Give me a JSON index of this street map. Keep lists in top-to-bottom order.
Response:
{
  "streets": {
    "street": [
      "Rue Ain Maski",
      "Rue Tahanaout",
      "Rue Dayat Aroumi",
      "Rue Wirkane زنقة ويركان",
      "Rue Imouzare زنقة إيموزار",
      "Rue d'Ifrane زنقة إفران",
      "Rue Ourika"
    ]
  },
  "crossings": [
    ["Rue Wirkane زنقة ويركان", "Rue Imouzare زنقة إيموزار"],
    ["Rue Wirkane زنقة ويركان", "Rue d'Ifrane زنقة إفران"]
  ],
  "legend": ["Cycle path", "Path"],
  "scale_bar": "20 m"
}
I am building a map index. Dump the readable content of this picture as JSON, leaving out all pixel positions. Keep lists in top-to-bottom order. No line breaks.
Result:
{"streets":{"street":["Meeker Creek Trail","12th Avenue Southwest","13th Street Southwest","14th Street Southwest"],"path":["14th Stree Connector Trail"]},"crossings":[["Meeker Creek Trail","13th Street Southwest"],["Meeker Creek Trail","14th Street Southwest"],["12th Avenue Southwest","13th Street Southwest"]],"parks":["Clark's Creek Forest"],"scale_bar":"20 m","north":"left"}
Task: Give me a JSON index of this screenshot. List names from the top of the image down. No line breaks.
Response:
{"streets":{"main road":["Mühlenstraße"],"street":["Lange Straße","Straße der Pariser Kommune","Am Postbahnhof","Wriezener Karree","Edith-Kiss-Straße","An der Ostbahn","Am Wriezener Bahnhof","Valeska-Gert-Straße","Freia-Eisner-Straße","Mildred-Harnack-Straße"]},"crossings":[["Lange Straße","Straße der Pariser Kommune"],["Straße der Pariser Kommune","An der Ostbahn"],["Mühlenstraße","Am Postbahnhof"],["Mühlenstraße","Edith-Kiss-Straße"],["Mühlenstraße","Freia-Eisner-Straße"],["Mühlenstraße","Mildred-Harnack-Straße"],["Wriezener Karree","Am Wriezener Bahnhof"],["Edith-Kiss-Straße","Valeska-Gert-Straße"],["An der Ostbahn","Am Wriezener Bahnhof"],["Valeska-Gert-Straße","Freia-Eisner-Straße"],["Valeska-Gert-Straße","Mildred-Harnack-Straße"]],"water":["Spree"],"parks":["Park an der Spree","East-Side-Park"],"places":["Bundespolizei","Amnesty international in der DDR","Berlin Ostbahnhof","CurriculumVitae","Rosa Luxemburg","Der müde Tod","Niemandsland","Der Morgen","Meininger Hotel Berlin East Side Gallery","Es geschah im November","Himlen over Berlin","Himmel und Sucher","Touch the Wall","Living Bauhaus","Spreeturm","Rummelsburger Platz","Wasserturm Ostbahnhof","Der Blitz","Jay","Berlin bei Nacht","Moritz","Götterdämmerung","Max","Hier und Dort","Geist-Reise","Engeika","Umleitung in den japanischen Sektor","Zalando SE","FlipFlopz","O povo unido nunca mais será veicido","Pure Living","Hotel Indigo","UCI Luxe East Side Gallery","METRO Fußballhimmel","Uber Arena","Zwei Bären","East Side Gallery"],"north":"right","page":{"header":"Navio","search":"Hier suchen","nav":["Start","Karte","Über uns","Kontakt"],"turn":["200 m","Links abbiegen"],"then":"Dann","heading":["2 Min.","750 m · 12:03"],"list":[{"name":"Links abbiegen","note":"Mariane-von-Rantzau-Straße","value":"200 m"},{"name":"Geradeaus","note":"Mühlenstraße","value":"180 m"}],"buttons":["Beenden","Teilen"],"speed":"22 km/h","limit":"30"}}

= = = = = = =

▶ **Work instructions**
Print all the entries exactly as written.

▶ **Reply to the task**
Give me a JSON index of this street map. Keep lists in top-to-bottom order.
Response:
{
  "streets": {
    "street": [
      "Rue Ain Maski",
      "Rue Tahanaout",
      "Rue Dayat Aroumi",
      "Rue Wirkane زنقة ويركان",
      "Rue Imouzare زنقة إيموزار",
      "Rue d'Ifrane زنقة إفران",
      "Rue Ourika"
    ]
  },
  "crossings": [
    ["Rue Wirkane زنقة ويركان", "Rue Imouzare زنقة إيموزار"],
    ["Rue Wirkane زنقة ويركان", "Rue d'Ifrane زنقة إفران"]
  ],
  "legend": ["Cycle path", "Path"],
  "scale_bar": "20 m"
}
I am building a map index. Dump the readable content of this picture as JSON, leaving out all pixel positions. Keep lists in top-to-bottom order. No line breaks.
Result:
{"streets":{"street":["Meeker Creek Trail","12th Avenue Southwest","13th Street Southwest","14th Street Southwest"],"path":["14th Stree Connector Trail"]},"crossings":[["Meeker Creek Trail","13th Street Southwest"],["Meeker Creek Trail","14th Street Southwest"],["12th Avenue Southwest","13th Street Southwest"]],"parks":["Clark's Creek Forest"],"scale_bar":"20 m","north":"left"}
Task: Give me a JSON index of this screenshot. List names from the top of the image down. No line breaks.
Response:
{"streets":{"main road":["Mühlenstraße"],"street":["Lange Straße","Straße der Pariser Kommune","Am Postbahnhof","Wriezener Karree","Edith-Kiss-Straße","An der Ostbahn","Am Wriezener Bahnhof","Valeska-Gert-Straße","Freia-Eisner-Straße","Mildred-Harnack-Straße"]},"crossings":[["Lange Straße","Straße der Pariser Kommune"],["Straße der Pariser Kommune","An der Ostbahn"],["Mühlenstraße","Am Postbahnhof"],["Mühlenstraße","Edith-Kiss-Straße"],["Mühlenstraße","Freia-Eisner-Straße"],["Mühlenstraße","Mildred-Harnack-Straße"],["Wriezener Karree","Am Wriezener Bahnhof"],["Edith-Kiss-Straße","Valeska-Gert-Straße"],["An der Ostbahn","Am Wriezener Bahnhof"],["Valeska-Gert-Straße","Freia-Eisner-Straße"],["Valeska-Gert-Straße","Mildred-Harnack-Straße"]],"water":["Spree"],"parks":["Park an der Spree","East-Side-Park"],"places":["Bundespolizei","Amnesty international in der DDR","Berlin Ostbahnhof","CurriculumVitae","Rosa Luxemburg","Der müde Tod","Niemandsland","Der Morgen","Meininger Hotel Berlin East Side Gallery","Es geschah im November","Himlen over Berlin","Himmel und Sucher","Touch the Wall","Living Bauhaus","Spreeturm","Rummelsburger Platz","Wasserturm Ostbahnhof","Der Blitz","Jay","Berlin bei Nacht","Moritz","Götterdämmerung","Max","Hier und Dort","Geist-Reise","Engeika","Umleitung in den japanischen Sektor","Zalando SE","FlipFlopz","O povo unido nunca mais será veicido","Pure Living","Hotel Indigo","UCI Luxe East Side Gallery","METRO Fußballhimmel","Uber Arena","Zwei Bären","East Side Gallery"],"north":"right","page":{"header":"Navio","search":"Hier suchen","nav":["Start","Karte","Über uns","Kontakt"],"turn":["200 m","Links abbiegen"],"then":"Dann","heading":["2 Min.","750 m · 12:03"],"list":[{"name":"Links abbiegen","note":"Mariane-von-Rantzau-Straße","value":"200 m"},{"name":"Geradeaus","note":"Mühlenstraße","value":"180 m"}],"buttons":["Beenden","Teilen"],"speed":"22 km/h","limit":"30"}}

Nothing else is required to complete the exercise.